The moment when the series picks up speed and develops a suction that one can no longer get by from now on, meets the four on the roof of the department store, Hedi, Fritzi, Harry and Georg. Below is Berlin, behind them the “Kadewe” lettering sparkles its golden promise in the night sky. The previous party left its mark on faces and bodies, and not just because everyone now has a tattooed heart on the tip of their little finger. Which when put together makes a shamrock.
Tuxedo vests stand open, glitter dust glows on heated cheeks. The painted mustaches of the women are long gone, the correct Georg really has a crooked tie. Harry picked up a couple of oversized crow’s wings in the nightclub, with which he now looks like a dark angel. And because the night is sweet and life is full of promises, they take the sacred vow not to let happiness pass when it should show itself – no matter what the cost.
It’s a scene so full to the brim with youth, yearning and rebellion that one has probably never seen it so poetically on German television. The fact that these are the twenties and the disaster is already waiting in the backdrop, ready to descend like a dark angel on the four, breaks one’s heart without a hitch.

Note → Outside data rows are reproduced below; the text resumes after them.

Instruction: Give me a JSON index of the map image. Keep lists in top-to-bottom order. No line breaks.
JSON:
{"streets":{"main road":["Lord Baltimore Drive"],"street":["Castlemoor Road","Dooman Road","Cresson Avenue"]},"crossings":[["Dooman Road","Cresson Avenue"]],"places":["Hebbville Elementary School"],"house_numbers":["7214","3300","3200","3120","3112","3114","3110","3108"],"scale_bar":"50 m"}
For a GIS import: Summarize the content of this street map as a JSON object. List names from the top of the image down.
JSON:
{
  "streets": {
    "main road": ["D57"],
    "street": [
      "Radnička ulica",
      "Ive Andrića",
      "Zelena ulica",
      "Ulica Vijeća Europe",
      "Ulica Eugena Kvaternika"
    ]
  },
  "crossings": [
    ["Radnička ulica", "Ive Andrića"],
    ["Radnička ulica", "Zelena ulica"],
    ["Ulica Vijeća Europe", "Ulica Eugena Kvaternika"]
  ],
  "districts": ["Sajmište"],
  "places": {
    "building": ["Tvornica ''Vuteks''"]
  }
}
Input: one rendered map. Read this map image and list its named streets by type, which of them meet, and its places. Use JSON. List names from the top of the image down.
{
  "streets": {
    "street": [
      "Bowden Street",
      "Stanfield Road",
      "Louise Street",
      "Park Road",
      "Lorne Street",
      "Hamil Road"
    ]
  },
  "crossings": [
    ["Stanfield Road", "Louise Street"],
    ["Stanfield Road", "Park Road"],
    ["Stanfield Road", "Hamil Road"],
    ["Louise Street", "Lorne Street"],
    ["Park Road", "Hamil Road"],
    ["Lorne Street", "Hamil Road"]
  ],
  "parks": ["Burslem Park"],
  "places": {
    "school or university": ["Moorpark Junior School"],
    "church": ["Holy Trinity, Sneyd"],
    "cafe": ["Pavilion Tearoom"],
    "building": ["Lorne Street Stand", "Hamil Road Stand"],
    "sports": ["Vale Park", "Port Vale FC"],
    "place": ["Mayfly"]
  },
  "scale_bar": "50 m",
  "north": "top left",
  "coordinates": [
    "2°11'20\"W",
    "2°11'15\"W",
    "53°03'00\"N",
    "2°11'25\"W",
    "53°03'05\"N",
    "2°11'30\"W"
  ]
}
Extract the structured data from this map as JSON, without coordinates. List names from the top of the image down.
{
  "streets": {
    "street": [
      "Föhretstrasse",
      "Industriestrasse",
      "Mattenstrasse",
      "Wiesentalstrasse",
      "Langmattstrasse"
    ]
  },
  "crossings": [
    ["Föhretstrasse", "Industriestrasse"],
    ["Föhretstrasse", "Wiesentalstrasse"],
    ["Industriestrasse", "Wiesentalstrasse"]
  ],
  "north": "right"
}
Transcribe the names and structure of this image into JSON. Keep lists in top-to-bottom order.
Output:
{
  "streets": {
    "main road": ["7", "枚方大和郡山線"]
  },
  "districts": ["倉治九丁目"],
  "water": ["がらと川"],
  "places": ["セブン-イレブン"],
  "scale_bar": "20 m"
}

The public service history television has taken on another institution
Until then, there are a few cliffs to circumnavigate, some of which (admittedly) only exist in your own cynical imagination. So, so, after the “Adlon” and the “Charité”, the public service history television has taken on another Berlin institution: this time the Kadewe, stupidly advertised by the ARD as the “most famous department store in the world”, the whole thing settled again – “Babylon Berlin” still existed – in the twenties that were celebrated to death. You can see it right in front of you: top hats, sequins and flowing fur coats, assiduous frolleins, nazis-to-be and big-hearted whores in the red-lighted establishments of the city. What’s next – “Hackesche Höfe”, “Berlin, Rosenthaler Platz”? “Kranzler”?
The first episode of Eldorado KaDeWe – Now is our time the fears seem to be topped insofar as the historical staff has been expanded to include so-called fringe groups, which a committed screenplay must nowadays portray. In addition to the real Kadewe patriarch Adolf Jandorf, his son Harry (Joel Basman) and the young accountant Georg Karg (Damian Thüne) there are also: Harry’s lesbian sister Fritzi (looks and plays like Charlotte Gainsbourg, but is called Lia von Blarer) who falls in love with the penniless Hedi (Valerie Stoll) from women’s clothing, who has to feed a little sister with Down syndrome and is engaged to a Nazi-to-be. The big-hearted whore is black, the stage in the red-light nightclub Eldorado is populated by funny and lustful lesbians and trans women, phew, you think first, what else?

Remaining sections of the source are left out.